Stephen is the author of (watch this space for regular updates) novels, 120+ short stories and a non-fiction book on the historic relationship between American SF and the US military. His history is littered with service to writerdom, and he is currently available as a manuscript mentor through the Katharine Susannah Prichard Writers Centre. He plans to update his website any day now.
Cool, innit?
My first experience of Stephen was meeting him at a long-distant Perth Writers Festival, when it was still held at the Fremantle Arts Centre and had just about enough budget to pay to open the gates. (We knew it before it went electric...) After a long, and at times, exhausting panel on an uncovered stage in the centre of the courtyard, in the mid-day February sun (It should be noted: Stephen's wardrobe come in any colour you like, as long as you like black), he still took the time to accept being buttonholed by a naive git looming out of the crowd as he departed, asking him for advice, patronage, and general feelings of bonhomie. The fact that he took the time to chat, give me his contact details, and provide one of the single most useful piece of writing advice I've ever received, tells you a lot about the man.
Later, he invited me to join him at my first science fiction convention, and shared my first ever panel. He purchased some of my earliest stories. He was best man at my wedding to Luscious. It's been a friendship of going on 15 years and counting.
Stephen is one of the coolest people I know. So there.
Precious Things: Stephen Dedman
Most precious literary possession? Only one? Jesus, Battersby, do I ask you to name your favourite child and put that up on the web?
The oldest book in my collection, maybe? That would be the Lafcadio Hearn first edition, a gift from Grant Stone, WA’s patron saint of the fantastic. The book that’s been in my family the longest?
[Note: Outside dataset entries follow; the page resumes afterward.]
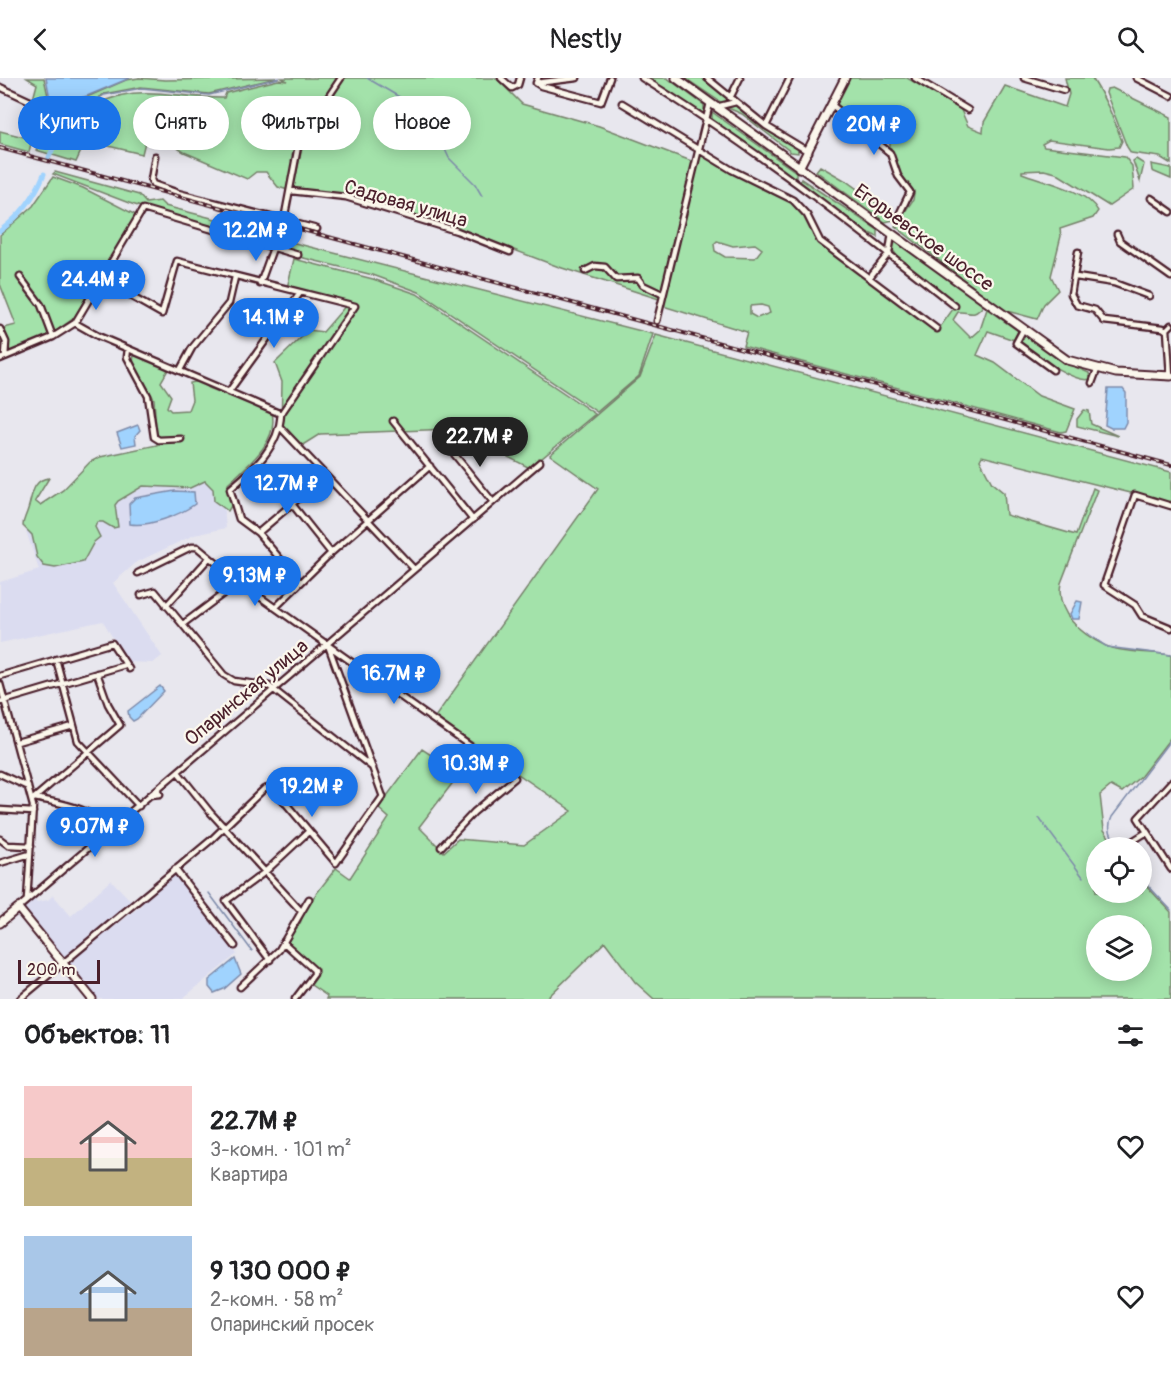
<!DOCTYPE html>
<html lang="ru">
<head>
<meta charset="utf-8">
<style>
	:root { --surface:#fff; --page:#f2f2f2; --text:#202124; --muted:#757577; --accent:#1a73e8 }
	body { margin:0; font-family:Pangolin,sans-serif; background:var(--page); color:var(--text); height:100vh; display:flex; flex-direction:column; font-size:22px; white-space:nowrap }
	* { box-sizing:border-box; margin:0 }
	p { font-size:20px; color:var(--muted) }
	.icon { flex:none; width:33px; height:33px; fill:none; stroke:currentColor; stroke-width:2; stroke-linecap:round; stroke-linejoin:round }
	.map { position:relative; height:921px; overflow:hidden }
	.drawer { display:flex; flex-direction:column; background:var(--surface); flex:1 }
	.drawer>* { flex:none }
	.guide { position:absolute; left:18px; top:18px; width:600px; height:54px; display:flex; gap:12px }
	.tools { position:absolute; left:1086px; top:759px; display:grid; gap:12px }
	.tools a { display:grid; place-items:center; width:66px; height:66px; border-radius:50%; background:var(--surface); box-shadow:0 3px 15px #0003; font-size:30px }
	.scale { position:absolute; left:18px; bottom:15px; width:82px; box-sizing:border-box; padding-left:6px; border:3px solid #4a1f2b; border-top:0; font-size:16px; line-height:21px; white-space:nowrap; color:#4a1f2b; -webkit-text-stroke:4px #fbf7ec; paint-order:stroke }
	.price { position:absolute; translate:-50% -51px; padding:0 14px; border-radius:21px; background:var(--accent); color:#fff; font-size:20px; line-height:39px; filter:drop-shadow(0 2px 3px #0008) }
	.price::after { content:''; position:absolute; left:50%; top:36px; width:18px; height:14px; margin-left:-9px; background:inherit; clip-path:polygon(0 0,100% 0,50% 100%) }
	.price.active { background:#222; color:#fff }
	ul { padding:0; list-style:none }
	li { display:flex; align-items:center; gap:18px; height:150px; padding:0 24px }
	li span { display:grid; place-items:center; flex:none; width:168px; height:120px; border-radius:0px; color:#555 }
	li>.icon { margin-inline-start:auto }
	span .icon { width:72px; height:72px; fill:#fffc; stroke-width:1 }
	li b { font-size:26px }
	h2 { display:flex; justify-content:space-between; align-items:center; height:72px; padding:0 24px; font-size:26px }
	.chip { padding:0 21px; border-radius:27px; background:var(--surface); box-shadow:0 3px 15px #0003; font-size:21px; line-height:54px }
	.chip.active { background:var(--accent); color:#fff }
	header { display:flex; justify-content:space-between; align-items:center; height:78px; padding:0 24px; background:var(--surface); font-size:27px; font-weight:600 }
	.map>svg:first-child { display:block }
	.built { fill:#dbdcf0 }
	.green { fill:#a3e2aa; stroke:#76806a; stroke-width:1.5; fill-rule:evenodd }
	.water { fill:#a0d3fe; stroke:#7e8baa; stroke-width:1.5 }
	.lines { fill:none; stroke-linecap:round; stroke-linejoin:round }
	.stream { stroke:#7e8baa; stroke-width:1.5 }
	.river { stroke:#a0d3fe; stroke-width:5 }
	.minor-casing { stroke:#4a1f2b; stroke-width:9 }
	.major-casing { stroke:#4a1f2b; stroke-width:11 }
	.minor { stroke:#fbf7ec; stroke-width:4.5 }
	.major { stroke:#fbf7ec; stroke-width:7 }
	.rail-casing { stroke:#4a1f2b; stroke-width:4 }
	.rail { stroke:#fbf7ec; stroke-width:1.5; stroke-dasharray:4.5; stroke-linecap:butt }
	.labels { text-anchor:middle; stroke-width:4.5; stroke-linejoin:round; paint-order:stroke }
	.street-label { font-size:20px; fill:#4a1f2b; stroke:#fbf7ec }
</style>
</head>
<body>
<header><svg class="icon" aria-label="back" viewBox="0 0 24 24"><path d="M15 5l-7 7 7 7"/></svg>Nestly<svg class="icon" aria-label="search" viewBox="0 0 24 24"><circle cx="10" cy="10" r="6"/><path d="M15 15l6 6"/></svg></header>
<div class="map">
<svg width="1171" height="921" viewBox="0 0 1171 921">
	<rect width="100%" height="100%" fill="#e8e7ee"/>
	<filter id="ink" filterUnits="userSpaceOnUse"><feTurbulence type="fractalNoise" baseFrequency=".0167" numOctaves="2"/><feDisplacementMap in="SourceGraphic" scale="12" xChannelSelector="R" yChannelSelector="G"/><feConvolveMatrix kernelMatrix="1 2 1 2 8 2 1 2 1" color-interpolation-filters="sRGB"/></filter>
	<g filter="url(#ink)">
		<path class="built" d="M154 369 222 413 226 450 194 457 137 484 113 505 162 578 153 585 127 584 103 543 0 565V504L39 492 26 453 109 375Z
			M175 794 237 876 182 921H96L67 886 142 827 140 823Z
			M111 802 133 825 63 882 20 830 33 819 37 824 48 822 53 817 71 838Z"/>
		<path class="green" d="M27 0H44L48 18 33 21 37 6Z
			M139 0 165 2 276 0 209 16 141 9 104 16 66 44 60 25 87 19 126 2Z
			M282 0H339L303 54 297 56 288 112 278 109 266 94H256L247 101 184 74 153 55 147 56 142 76 87 63 85 34C133 0 171 21 224 20L226 15 278 2 287 3Z
			M343 0H496L522 26 599 48 694 84 659 221 559 189 456 150 346 118 293 110 305 57Z
			M645 0H667L704 27V36Z
			M685 0H705L730 23 722 25Z
			M847 0H907L960 30 968 48 983 54 984 44 1005 8 1065 29 1069 16 1065 0H1092C1105 20 1114 40 1122 63L1119 69 1109 70 1049 62 1042 66 1044 69 1125 79 1132 88 1134 111 1109 128 1056 95 1044 92 1022 93V95C1042 103 1088 112 1098 133L1093 140 1060 151 1061 158 1051 198 1058 212 1044 226 1037 241 1003 232 895 148 913 122 914 115 900 95 890 68V59H874L836 29Z
			M1112 10 1171 39V86L1160 79 1131 75 1127 69 1106 15 1107 11Z
			M737 27 798 71V75L791 74 742 36 728 30Z
			M41 30 54 33 57 50 68 47 84 35 86 62 76 84 36 72 39 64 35 57Z
			M712 34 796 94V102L712 43Z
			M0 53 32 61 29 74 0 66Z
			M700 75 786 118 806 138 819 164 938 252 956 227 898 179 892 171 896 163 981 225 982 229C973 240 970 233 958 234L953 242 971 260 980 252 987 231 1018 253 1014 262 988 253 977 277 995 285 1039 318 1075 331 1066 353 1061 354 743 268 747 254 663 228ZM717 163 733 168 755 166 762 171 755 180 725 179 715 173 714 166ZM761 227 768 229 770 235 757 240 750 236V228Z
			M1136 81 1144 86 1140 103 1133 83Z
			M1151 86 1171 90V101L1152 93Z
			M820 88 846 103 894 138V142L885 144 816 93Z
			M55 94 139 117 146 125 160 123 165 128 227 144 235 143 250 152 271 159 653 256 639 298 597 334 419 214 373 197 271 172 129 125 53 96Z
			M53 99 83 110 136 137 74 240 49 258 0 279V251L16 247 0 206V157L33 128Z
			M801 101 878 152V159L869 155 805 110 800 105Z
			M294 181 373 201 417 216 595 336 530 390 452 351 320 356 301 368 281 352 282 304 275 285 309 252 323 254 348 225 287 210Z
			M1024 256 1060 282 1089 295 1090 301C1076 307 1033 275 1020 266L1018 263Z
			M656 257 1171 394V425L982 378 980 382 992 405 1004 415 1006 437 1076 457 1093 410 1097 412 1061 505C1055 535 1081 556 1106 568 1121 575 1154 574 1171 577V659L1141 698 1122 714 1111 708 1100 717 1104 752 1116 769 1096 770V814H1142V803L1171 834V921H654L635 904 605 864 546 921H326L327 918 311 907 317 898V891L287 864C292 853 304 846 303 833L336 790 350 800 389 740 378 730 422 671 448 688 463 669 474 677 419 749 444 774 458 761 524 767 572 733 435 639 598 411 550 377 640 299ZM1096 848H1142V892H1096Z
			M134 275 169 290 161 304 171 318 167 329 171 333 188 332 192 322 190 305 200 303 209 310 272 335C279 364 246 389 228 406L231 428 228 433 214 423 213 411 205 403 190 410 143 408 118 423 115 427 118 449 113 450 103 444H97L95 449 100 459 94 464 83 484 55 490 44 488 37 479 32 457 23 448C23 442 25 440 27 434 32 422 31 401 49 400L35 423 40 427 63 412 90 384 100 379 157 367 154 321 133 286Z
			M1084 332 1089 333 1091 346 1118 358 1077 348V341Z"/>
		<path class="water" d="M46 0H130L87 18 54 27 51 26Z
			M1108 311H1123L1126 315V344L1123 350H1111L1105 347Z
			M138 347 140 352 135 358 136 366 122 369 117 355Z
			M175 413 194 414 195 426C180 437 149 449 130 446L129 426 135 420Z
			M1077 523 1082 524 1079 541H1072L1070 536Z
			M160 608 164 613 137 641 133 643 129 639 128 633Z
			M235 881 241 896 224 911 214 915 209 909V902Z"/>
		<g class="lines">
			<path class="stream" d="M367 0 423 33 436 52 449 80 475 106 482 118
				M66 45 104 17 142 10 209 17 279 0
				M1087 555 1107 569 1171 577
				M1039 740 1083 799
				M1119 770C1112 759 1106 751 1112 739L1171 661
				M1142 801 1171 832
				M209 815 252 873"/>
			<path class="river" d="M49 79 64 48 58 33
				M0 153C21 137 34 120 44 96"/>
			<g class="minor-casing">
				<path id="minor" d="M501 0 512 10 518 7 520 0
					M538 0 536 5 541 8 601 24 610 0
					M642 0C752 68 854 148 955 228
					M707 0 766 48 809 74
					M915 0 968 32
					M1024 0 1064 12
					M1136 0 1171 18
					M536 5 577 0
					M0 9 41 28
					M730 20 740 0
					M622 25 732 92 793 122 807 137 820 163 937 251
					M832 27 890 75 898 98 910 114 897 141
					M716 29 736 24
					M766 48 790 0
					M155 78 151 102 153 106 178 115 317 151
					M291 113 346 119 457 153 510 174
					M1151 120 1171 134
					M284 142 299 63 341 0
					M1117 156 1120 163 1171 199
					M1078 174 1071 216 1077 227 1095 232 1104 243 1163 250 1167 253
					M585 193 595 188 605 189 616 201 638 200 643 207 662 216
					M20 199 41 227 53 259
					M1076 199 1114 205 1149 218
					M869 200 889 175 892 155
					M102 202 162 236 177 183 355 228 281 336
					M260 206 273 170
					M657 243 710 25
					M75 245 98 258 281 336
					M0 251 6 264 5 279
					M1023 252 1016 265 1053 292
					M128 271 127 279 148 318 154 359 159 362 181 361
					M0 281 53 259 75 245 143 131 298 177
					M180 292 192 270 229 225 235 199
					M1170 298 1167 251 1171 247
					M1092 305 1097 292
					M230 312 300 215
					M281 336C279 369 254 391 230 411L239 441 258 455 300 504
					M393 343 473 442
					M280 349 414 491
					M450 371 493 424
					M260 386 331 475
					M1171 428 1135 417 1104 507 1135 527 1142 538 1171 550
					M258 455 325 398
					M138 495 191 469H197L239 504 515 700 474 734 441 769
					M141 517 155 513 224 597 234 603 269 608 373 690
					M166 528 209 480
					M276 529 331 475 430 388
					M183 546 239 504
					M328 567 383 719
					M56 581 78 663 139 728
					M0 598 112 565 129 591
					M0 606 33 728 27 822
					M0 624 125 587
					M17 664 73 648
					M178 694 210 734 301 833
					M0 696 28 709
					M1171 704 1138 740 1171 791
					M150 717 160 716 157 712
					M35 720C62 726 92 729 110 752
					M32 722 120 647 108 626 97 595
					M0 732 33 734
					M0 761 8 767 31 768
					M1131 764 1147 754
					M0 785 30 776
					M175 791 235 868
					M18 830 540 384
					M283 864 314 892V896L295 921
					M270 882 226 823 265 794 308 754
					M240 909 279 872 309 821
					M20 921 211 762 264 711 272 709 336 785 383 718"/>
			</g>
			<g class="major-casing">
				<path id="major" d="M676 0 1067 282 1116 295 1171 298
					M799 90 845 0
					M0 845 18 830 92 921"/>
			</g>
			<use href="#minor" class="minor"/>
			<use href="#major" class="major"/>
			<g class="rail-casing">
				<path id="rail" d="M0 70 1171 387"/>
			</g>
			<use href="#rail" class="rail"/>
		</g>
	</g>
	<g class="labels">
		<g class="street-label">
			<text transform="translate(406 125) rotate(16)" y="7">Садовая улица</text>
			<text transform="translate(924 159) rotate(36)" y="7">Егорьевское шоссе</text>
			<text transform="translate(246 614) rotate(-40)" y="7">Опаринская улица</text>
		</g>
	</g>
</svg>
<div class="tools">
<a><svg class="icon" aria-label="locate" viewBox="0 0 24 24"><circle cx="12" cy="12" r="6"/><path d="M12 2v4M12 18v4M2 12h4M18 12h4"/></svg></a>
<a><svg class="icon" aria-label="layers" viewBox="0 0 24 24"><path d="M12 4l9 5-9 5-9-5zM3 14l9 5 9-5"/></svg></a>
</div>
<div class="scale">200 m</div>
<b class="price" style="left:874px;top:78px">20M ₽</b>
<b class="price" style="left:256px;top:184px">12.2M ₽</b>
<b class="price" style="left:96px;top:233px">24.4M ₽</b>
<b class="price" style="left:274px;top:271px">14.1M ₽</b>
<b class="price active" style="left:480px;top:390px">22.7M ₽</b>
<b class="price" style="left:287px;top:437px">12.7M ₽</b>
<b class="price" style="left:255px;top:529px">9.13M ₽</b>
<b class="price" style="left:394px;top:627px">16.7M ₽</b>
<b class="price" style="left:476px;top:717px">10.3M ₽</b>
<b class="price" style="left:312px;top:740px">19.2M ₽</b>
<b class="price" style="left:95px;top:780px">9.07M ₽</b>
<div class="guide">
<a class="chip active">Купить</a>
<a class="chip">Снять</a>
<a class="chip">Фильтры</a>
<a class="chip">Новое</a>
</div>
</div>
<section class="drawer">
<h2>Объектов: 11<svg class="icon" aria-label="filters" viewBox="0 0 24 24"><path d="M4 7h16M4 17h16"/><circle cx="9" cy="7" r="2"/><circle cx="15" cy="17" r="2"/></svg></h2>
<ul>
<li><span style="background:linear-gradient(#f6c9c9 60%,#c2b280 0)"><svg class="icon" aria-label="home" viewBox="0 0 24 24"><path d="M3 11l9-7 9 7M6 9v11h12V9"/></svg></span><div><b>22.7M ₽</b><p>3-комн. · 101 m²</p><p>Квартира</p></div><svg class="icon" aria-label="heart" viewBox="0 0 24 24"><path d="M12 20l-8-8c-3-5 5-10 8-4 3-6 11-1 8 4z"/></svg></li>
<li><span style="background:linear-gradient(#a9c7e8 60%,#b9a48a 0)"><svg class="icon" aria-label="home" viewBox="0 0 24 24"><path d="M3 11l9-7 9 7M6 9v11h12V9"/></svg></span><div><b>9 130 000 ₽</b><p>2-комн. · 58 m²</p><p>Опаринский просек</p></div><svg class="icon" aria-label="heart" viewBox="0 0 24 24"><path d="M12 20l-8-8c-3-5 5-10 8-4 3-6 11-1 8 4z"/></svg></li>
</ul>
</section>
</body>
</html>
That would be the leatherbound Complete Works of William Shakespeare given to my maternal grandfather as a prize for Latin in 1926. (My sister has the family Bible; I think I won that round.) The book I’ve owned the longest? That would be Hans Meacham’s Vanished Giants of Australia, which I’ve had since I was twelve. While I now own many better books on the subject, this one is precious to me not only because it introduced me to Thylacoleo and Megalania and Kronosaurus, but because I managed to save it from joining so many of the other books I’d previously owned, in the library of the private school where my mother taught. (Hi, Mum!)
Other contenders? Books signed by Theodore Sturgeon, Frank Herbert, Ray Bradbury, Terry Pratchett, Richard Matheson, Douglas Adams, Richard Adams, Harry Harrison, Anne McCaffrey, George Alec Effinger, Bob Shaw, Nigel Kneale, and many other writers who are still with us… A Doctor Who Programme Guide signed by Tom Baker, Peter Davison and Katy Manning… A lovely leather-bound The Hobbit that rendered me speechless at my 21st birthday party, the paperbacks of The Lord of the Rings and Childhood’s End that I’ve had since my teens and read more than any other volumes I own… the letter from Roald Dahl to my mother’s students, the original of the introduction Jack Horner wrote for GURPS Dinosaurs, my first acceptance letter from Ellen Datlow…
But the winner is (may I have the envelope, please?), my copy of The Dirty Little Unicorn, the book I wrote which Keira McKenzie illustrated - and coloured by hand. There are other copies around (this was #2 of 200), but that one is unique. Thanks, Keira!